Two Australian experts were invited to provide testimony to the New Zealand Commission Of Inquiry Into Historical Abuse In State Care And In The Care Of Faith-based Institutions, which began initial Hearings in February 2019. It is NZ’s biggest public inquiry ever, has a budget of NZ$79 million and is expected to run for 4 years. It is examining what happened to children, young people and vulnerable adults in State and faith-based care in Aoteoroa New Zealand between the years 1950-99. It may also listen to survivor experiences before and after these dates.
In relation to State Care the Inquiry is specifically investigating why people were taken into care, what abuse happened and why, and the effects of the abuse. It is specifically focusing on Māori, Pasefika and disabled people because of the disproportionate number of people from these communities in care.
There are four important elements of this inquiry. Following establishment of guidelines, the Commission then moved into an information and evidence gathering phase. Based on the evidence gathered, two reports will be produced with recommendations for addressing future responsibility - one at the end of 2020 and the second in 2023.
The Contextual Hearing was the first public hearing of the Inquiry and was conducted between 29 October and 8 November 2019. It heard from witnesses on topics providing rich context for the wide ranging Inquiry over the next few years.
Emeritus Professor Desmond Cahill (RMIT University) and Dr Peter Wilkinson (immediate Past President Catholics For Renewal) who are highly qualified, experienced and recognised researchers, church historians and policy experts in this field were invited to summarise on Friday 8th November key recommendations of the Australian Royal Commission into Institutional Responses to Child Sexual Abuse and similar inquiries in other parts of the world. Their comprehensive testimony summarised their formal submission and followed powerful testimony at the start of this session by abuse survivor Mike Ledingham. The sensitivity and respect shown to this survivor by the Commission was strongly evident and itself part of a healing process in keeping with the very spirit of the NZ Royal Commission. This is built on on the Waitangi principles of "partnership, protection and participation" which is central to the work of the Inquiry and a core focus of its Māori Partnerships team.

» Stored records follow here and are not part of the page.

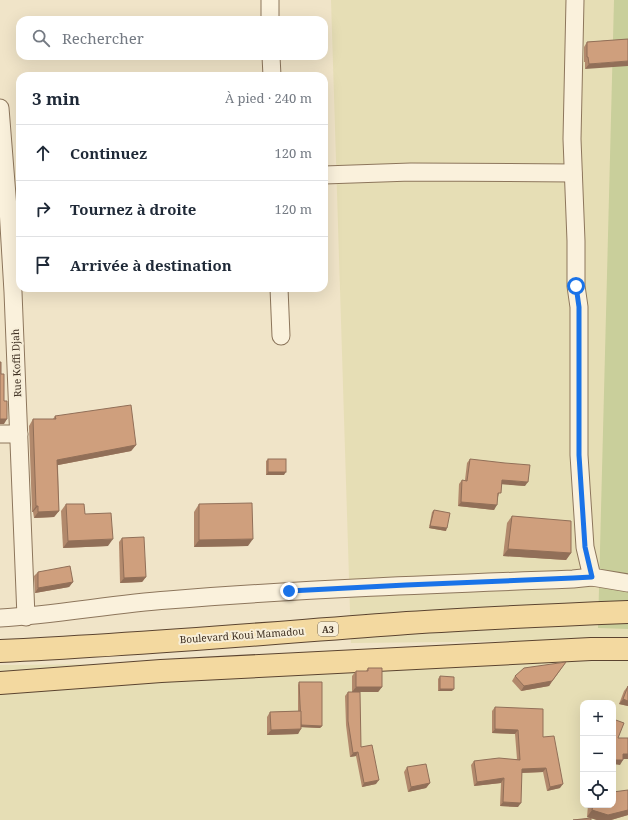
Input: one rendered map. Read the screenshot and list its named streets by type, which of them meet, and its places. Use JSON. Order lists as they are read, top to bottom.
{
  "streets": {
    "main road": ["A3", "Boulevard Koui Mamadou"],
    "street": ["Rue Koffi Djah"]
  },
  "page": {
    "search": "Rechercher",
    "heading": ["3 min", "À pied · 240 m"],
    "list": [
      ["Continuez", "120 m"],
      ["Tournez à droite", "120 m"],
      "Arrivée à destination"
    ],
    "map_buttons": ["+", "−"]
  }
}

In a user-friendly way deliberations were live video-streamed across New Zealand and the world to survivors, family members and supporters, academics, representatives of interested organisations, and members of the public who watched the hearing directly from the public gallery.
Mostly a factual summary of Australian Royal Commission findings and those from major related major international inquiries, testimony from Des & Peter also highlighted key common conclusions around the world. Far from being Australians suggesting what NZ ought to do the presentations objectively reported deliberations on child sexual abuse, emphasising those considered likely to be of particular relevance and interest to ongoing NZ RC deliberations. They also responded comprehensively to a number of specific questions inviting personal opinions, based on their expertise, past experience, relevant research and personal backgrounds. Amongst issues raised there was particular interest in the means of engaging the Holy See, Holy See responses to ACBC representations on RC Recommendations, and the issue of the seal of confession.
The openness of the NZ Royal Commission process is further illustrated by 12 powerful short videos (around 3 minutes each) from abuse survivor-advocates on the NZ RC website. Friday's hearing incorporated testimony from an abuse survivor and was following by testimony from Des and Peter effectively showcasing the well managed and user-friendly NZ RC Inquiry process itself. Friday concluded the Contextual Hearing which will be followed by Public Hearings. The First Report to Government is due in Dec 2020, and the Final Report in January 2023. Friday was also the final day of the inaugural Inquiry Chair Sir Anand Satyanand who chose not to continue in that role when the RC scope was widely extended beyond victims of State Care to also cover victims of all Institutions including the Catholic Church.
On 14 November the Commission of Inquiry welcomed Judge Coral Shaw as its new Chairperson to lead it through the delivery phase of the Inquiry.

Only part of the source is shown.